Task goal: Identify every line in the records below that contains the word "symbols", and reproduce each one.

** Dataset extract follows **

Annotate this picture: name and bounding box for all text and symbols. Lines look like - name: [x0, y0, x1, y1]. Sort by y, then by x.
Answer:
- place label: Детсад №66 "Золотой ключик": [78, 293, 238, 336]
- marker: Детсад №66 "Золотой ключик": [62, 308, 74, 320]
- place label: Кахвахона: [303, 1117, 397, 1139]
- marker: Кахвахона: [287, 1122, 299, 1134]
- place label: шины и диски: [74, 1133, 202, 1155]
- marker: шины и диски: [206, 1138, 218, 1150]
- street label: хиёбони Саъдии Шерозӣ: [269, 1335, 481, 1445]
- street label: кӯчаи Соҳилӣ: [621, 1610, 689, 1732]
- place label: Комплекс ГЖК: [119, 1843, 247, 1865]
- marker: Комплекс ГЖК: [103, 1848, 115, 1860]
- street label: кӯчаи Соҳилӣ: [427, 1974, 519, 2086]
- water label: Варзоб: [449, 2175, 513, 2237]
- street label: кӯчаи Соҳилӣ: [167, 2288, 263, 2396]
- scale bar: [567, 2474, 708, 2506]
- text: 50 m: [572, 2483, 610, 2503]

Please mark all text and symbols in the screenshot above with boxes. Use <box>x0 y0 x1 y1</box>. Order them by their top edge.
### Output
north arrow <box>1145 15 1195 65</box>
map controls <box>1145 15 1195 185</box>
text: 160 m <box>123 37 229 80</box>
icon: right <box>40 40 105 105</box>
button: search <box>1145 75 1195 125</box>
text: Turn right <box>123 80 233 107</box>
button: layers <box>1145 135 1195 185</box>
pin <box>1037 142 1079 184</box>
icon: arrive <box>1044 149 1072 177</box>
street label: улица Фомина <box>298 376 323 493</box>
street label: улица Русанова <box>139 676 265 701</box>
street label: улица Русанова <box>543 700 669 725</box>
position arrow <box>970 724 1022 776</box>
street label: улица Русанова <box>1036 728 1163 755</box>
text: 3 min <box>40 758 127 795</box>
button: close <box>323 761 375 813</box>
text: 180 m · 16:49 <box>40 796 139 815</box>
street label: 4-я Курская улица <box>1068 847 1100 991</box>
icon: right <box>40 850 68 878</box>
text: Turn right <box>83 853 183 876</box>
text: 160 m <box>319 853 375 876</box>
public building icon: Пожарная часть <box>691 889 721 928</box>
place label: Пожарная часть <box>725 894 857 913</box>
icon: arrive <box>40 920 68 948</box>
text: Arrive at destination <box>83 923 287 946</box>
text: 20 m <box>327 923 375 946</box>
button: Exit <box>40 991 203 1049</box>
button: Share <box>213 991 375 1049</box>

** End of Dataset extract **

Exercise result:
Annotate this picture: name and bounding box for all text and symbols. Lines look like - name: [x0, y0, x1, y1]. Sort by y, then by x.
Please mark all text and symbols in the screenshot above with boxes. Use <box>x0 y0 x1 y1</box>. Order them by their top edge.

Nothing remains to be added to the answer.